No World Cup title. Not even a final. For a career built on numbers that barely seem real, that gap on his CV will always stand out.

Portugal’s deepest run with Ronaldo on the World Cup stage came at the very beginning, in 2006, when a young, electric winger helped push Luiz Felipe Scolari’s side to the semifinals and a fourth-place finish. The years that followed brought more goals, more pressure, more scrutiny, but never that final step.

And yet, look at the body of work.

Ronaldo leaves the tournament as one of its defining figures: 11 goals in 27 World Cup matches, a constant presence across six editions. Only one other man has walked that same six-tournament road: Argentina’s Lionel Messi, 39, who will play again on Tuesday. For an entire era, their names have framed every major international tournament, their rivalry stretching from club football to the sport’s grandest stage.

If the World Cup never quite bent to his will, the European Championships often did. Ronaldo was even more prolific there, scoring 14 times in 30 games and driving Portugal to the Euro 2016 crown in France, the country’s first major trophy.

“Before Cristiano, Portugal hadn’t won any titles,” he said, matter-of-factly, when asked to reflect. That is not arrogance; it is history.

“So, I’m happy. The truth is that the biggest title I won with the national team was in 2016, which for me has the same significance as the World Cup, honestly.”

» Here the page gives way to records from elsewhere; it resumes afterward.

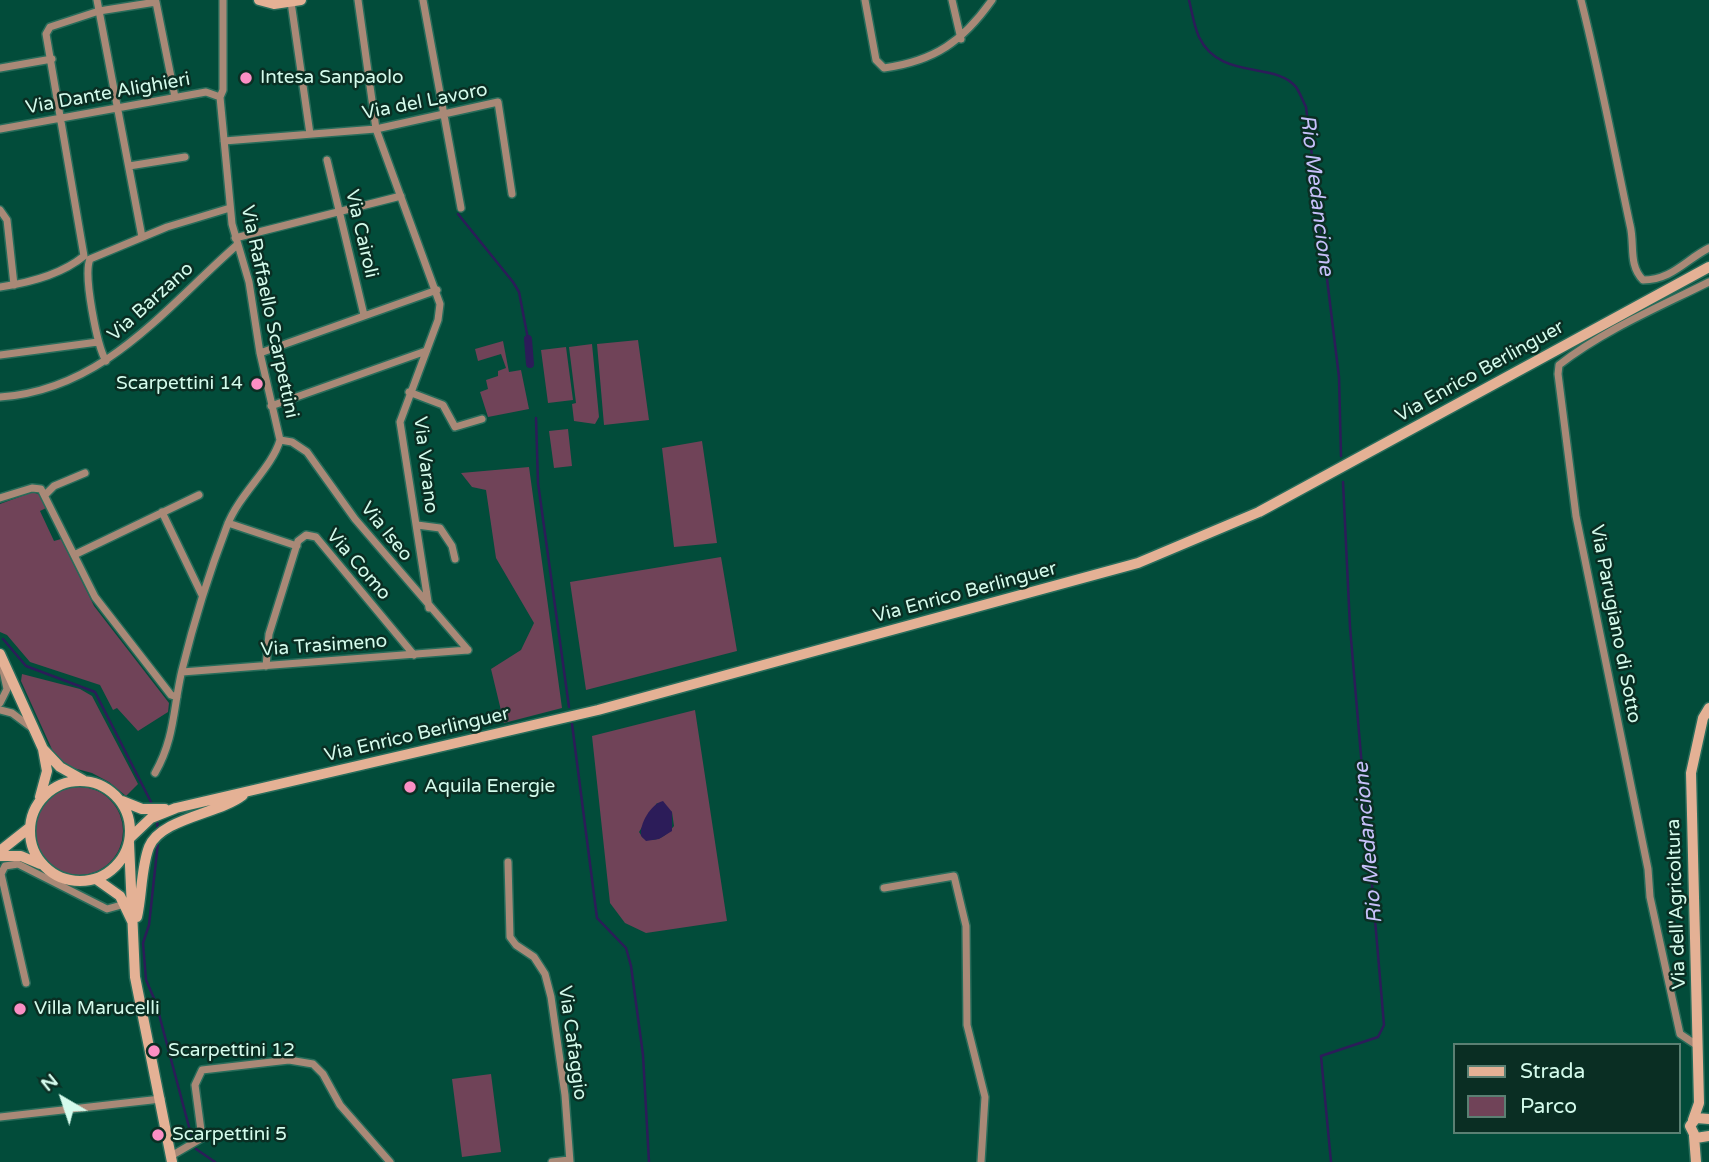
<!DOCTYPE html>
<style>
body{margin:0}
#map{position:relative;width:1709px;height:1162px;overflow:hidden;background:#024c3a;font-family:"Varela Round",sans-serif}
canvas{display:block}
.legend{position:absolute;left:1453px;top:1043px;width:228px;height:91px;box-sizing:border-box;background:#0a2e23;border:2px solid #5b8073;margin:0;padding:9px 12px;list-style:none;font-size:21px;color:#d4fbec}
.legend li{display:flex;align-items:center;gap:14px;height:35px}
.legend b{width:35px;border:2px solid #5b8073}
.north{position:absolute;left:28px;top:1064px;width:70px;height:70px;-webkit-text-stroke:5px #0a2e23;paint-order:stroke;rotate:321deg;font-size:19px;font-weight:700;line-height:28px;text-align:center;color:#d4fbec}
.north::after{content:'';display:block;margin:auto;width:24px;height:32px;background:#d4fbec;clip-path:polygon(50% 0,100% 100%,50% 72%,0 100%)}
</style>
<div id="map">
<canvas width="1709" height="1162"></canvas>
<ul class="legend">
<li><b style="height:9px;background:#e4b195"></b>Strada</li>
<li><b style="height:19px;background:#704358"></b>Parco</li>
</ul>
<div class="north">N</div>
</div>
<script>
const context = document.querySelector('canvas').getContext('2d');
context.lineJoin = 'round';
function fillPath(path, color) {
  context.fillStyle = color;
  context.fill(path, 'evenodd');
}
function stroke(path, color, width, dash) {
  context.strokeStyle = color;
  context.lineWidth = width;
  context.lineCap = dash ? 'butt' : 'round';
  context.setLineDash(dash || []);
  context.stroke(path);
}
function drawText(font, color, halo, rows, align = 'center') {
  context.font = font + ' "Varela Round",sans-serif';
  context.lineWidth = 5;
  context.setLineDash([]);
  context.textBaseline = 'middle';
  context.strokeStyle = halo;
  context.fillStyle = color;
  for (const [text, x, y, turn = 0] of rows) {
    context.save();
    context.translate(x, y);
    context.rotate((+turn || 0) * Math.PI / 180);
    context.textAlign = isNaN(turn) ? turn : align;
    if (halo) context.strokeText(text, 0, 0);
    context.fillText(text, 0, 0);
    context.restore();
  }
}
fillPath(new Path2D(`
 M638 340 649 420 604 425 597 344Z
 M503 341 509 372 521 370 529 409 488 417 480 392 488 389 486 380 498 376V371L506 368 501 354 478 361 475 349Z
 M592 344 599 417 595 424 574 421 572 404 576 403 569 347Z
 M566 347 573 400 548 403 541 350Z
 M568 429 572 466 554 468 549 431Z
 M702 441 717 543 674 547 662 448Z
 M529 467 562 708 504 723 491 669 521 650 534 623 496 558 486 490 472 487 461 473Z
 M33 492 40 495 46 508 40 511 54 541 61 539 94 606 169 703 168 712 138 731 117 708 113 710 100 685 30 662 7 635 0 632V504Z
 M721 557 737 651 586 690 570 582Z
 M22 674 80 689 92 696 138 784 126 796 109 782 92 773 66 766 55 756 21 681Z
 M695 710 727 921 646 933 625 923 610 903 592 736ZM657 803 672 812 674 826C665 837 657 843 643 838L639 832Z
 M35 831a44 44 0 1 1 88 0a44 44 0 1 1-88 0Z
 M491 1074 501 1152 462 1157 452 1079Z`), '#704358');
fillPath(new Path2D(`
 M663 801 672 812V831L659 839 646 841 641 836C639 824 651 804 663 801Z`), '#2c1c59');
stroke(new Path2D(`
 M1189 0C1192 12 1194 26 1199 37 1220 81 1275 61 1296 87 1300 93 1303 101 1306 107L1339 377 1341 456
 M458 214 513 282 519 292 528 339
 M536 418 538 483 569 707
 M3 639 26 666 95 692 153 806
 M572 724 597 918 626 948 631 966 643 1055 649 1162
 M157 822 158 830
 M158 842 149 925 143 943 146 980 156 1003 193 1142
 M196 1149 215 1162
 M1331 1162 1321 1056 1378 1037 1384 1025 1350 627 1343 482`), '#2c1c59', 2.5);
stroke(new Path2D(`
 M528 339 530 364`), '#2c1c59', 8);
const street = new Path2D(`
 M97 0 142 237
 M358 0 376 129 440 304 438 320 400 422 429 608
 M423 0 461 208
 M865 0 876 60 884 68C935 61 963 41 992 0
 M952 0 961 39
 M1581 0C1600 75 1614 150 1630 225 1635 244 1628 265 1643 280 1672 280 1685 260 1709 248
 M291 2 310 134
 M0 68 52 59
 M0 129 206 92 220 97
 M224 141 376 129 498 102 512 194
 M327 160 364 315
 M129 166 185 157
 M0 210 7 220 14 285
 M235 238 401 196
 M0 287C28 283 62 274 84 256L46 34 50 27 99 11 156 2 175 97
 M260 353 437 290
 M0 355 98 342
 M106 361C97 346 83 275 90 259L167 227 230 208
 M409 392 443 405 455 427 482 419
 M0 397C104 390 165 308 237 245
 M271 406 426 351
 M280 440 292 442 307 452 355 519 468 650
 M45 495 54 486 85 473
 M0 498 32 488 41 489 95 597 171 695 177 697
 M162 512 202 595
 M228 523 297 546
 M417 525 440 528 452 546 455 559
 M74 555 199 495
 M266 666 269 634 298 541 306 535 316 537 414 655
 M182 672 468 650
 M0 703 7 689 2 666
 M0 710 12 713 32 728
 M155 773C175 738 173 708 182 670 194 621 209 573 227 526 239 494 272 468 280 440L260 353 249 282 232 224 220 97 223 90V0
 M508 862 510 937 516 945 534 957 545 974 551 997 565 1095 570 1162
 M884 888 954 876 966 926 967 1025 985 1097 981 1162
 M26 983 1 874 5 866 18 864 107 909 125 904
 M1698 1046 1680 1034 1650 897 1648 869 1576 516 1558 374 1559 365C1604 330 1659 307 1709 282
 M0 1117 161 1099
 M171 1156 202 1138 195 1085 202 1070 289 1060 313 1064 323 1074 340 1105 390 1162
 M552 1162 569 1160`);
const secondary = new Path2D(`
 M259 0 274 4 301 0
 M0 654 43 749 47 771 40 797
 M43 749 60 767 83 780
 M30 831a50 50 0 1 1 100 0a50 50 0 1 1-100 0Z
 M122 801 142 809H165
 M130 838 151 818 176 808 598 710 1138 563 1259 512 1709 267
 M129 843 135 977 172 1162
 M0 851 29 828
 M0 856H21L40 864
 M96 879 120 896 132 921
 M137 917C142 895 141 868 149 847 161 818 219 814 243 795
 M1709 1119 1696 1118 1690 1126 1696 1138 1709 1136
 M1693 1120 1699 1103 1691 773 1703 718 1709 708
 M1694 1136 1696 1162`);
stroke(street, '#286c5a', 10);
stroke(secondary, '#286c5a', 13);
stroke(street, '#a98977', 7);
stroke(secondary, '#e4b195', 10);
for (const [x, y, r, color] of [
 [246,78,7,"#fb8fc4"],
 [257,384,7,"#fb8fc4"],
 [410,787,7,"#fb8fc4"],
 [20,1009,7,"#fb8fc4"],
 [154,1051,7,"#fb8fc4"],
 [158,1135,7,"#fb8fc4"]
]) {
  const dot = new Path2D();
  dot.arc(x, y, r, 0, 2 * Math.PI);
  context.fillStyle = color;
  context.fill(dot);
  stroke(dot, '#0a2e23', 2.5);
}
drawText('19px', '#d4fbec', '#0a2e23', [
 ["Intesa Sanpaolo",260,78],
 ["Scarpettini 14",243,384,"right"],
 ["Aquila Energie",424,787],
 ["Villa Marucelli",34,1009],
 ["Scarpettini 12",168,1051],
 ["Scarpettini 5",172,1135]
], 'left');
drawText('19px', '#d4fbec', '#0a2e23', [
 ["Via Dante Alighieri",108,94,-10],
 ["Via del Lavoro",425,102,-11],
 ["Via Cairoli",361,234,77],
 ["Via Barzano",151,302,-42],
 ["Via Raffaello Scarpettini",269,312,78],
 ["Via Enrico Berlinguer",1480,372,-29],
 ["Via Varano",425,465,83],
 ["Via Iseo",386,532,51],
 ["Via Como",358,565,49],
 ["Via Enrico Berlinguer",965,593,-15],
 ["Via Parugiano di Sotto",1615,624,79],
 ["Via Trasimeno",324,646,-4],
 ["Via Enrico Berlinguer",417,735,-13],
 ["Via dell'Agricoltura",1677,904,-92],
 ["Via Cafaggio",572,1043,82]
]);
drawText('italic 21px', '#c7c0fa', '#0a2e23', [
 ["Rio Medancione",1316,195,83],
 ["Rio Medancione",1369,843,-95]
]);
</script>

For him, Paris in 2016 stands alongside any World Cup final he never played. The night he watched much of the game from the touchline, injured, shouting instructions like a man possessed, and then lifted the trophy as captain. That, in his mind, closed the circle.

“Therefore, I repeat, I leave with a clear conscience, having done my best, and that’s it. Tomorrow will be a new day, and life goes on.”

Life, for now, still includes club football. Ronaldo remains under contract with Al-Nassr in the Saudi Pro League for one more season, the club he has represented for the past four campaigns. This coming year may be his last as a professional, though he has not confirmed that.

So the World Cup chapter closes without the fairytale ending he wanted. No golden trophy, no final bow under a shower of confetti. Just a narrow defeat, a late goal from Merino, and a long, lonely walk down the tunnel.

Yet the imprint he leaves on Portugal is unmistakable: a team that had never won a major title before him, a nation that came to every tournament believing it could.

The World Cup moves on without Cristiano Ronaldo. The question now is how long the game itself will, before he decides he has written his final line.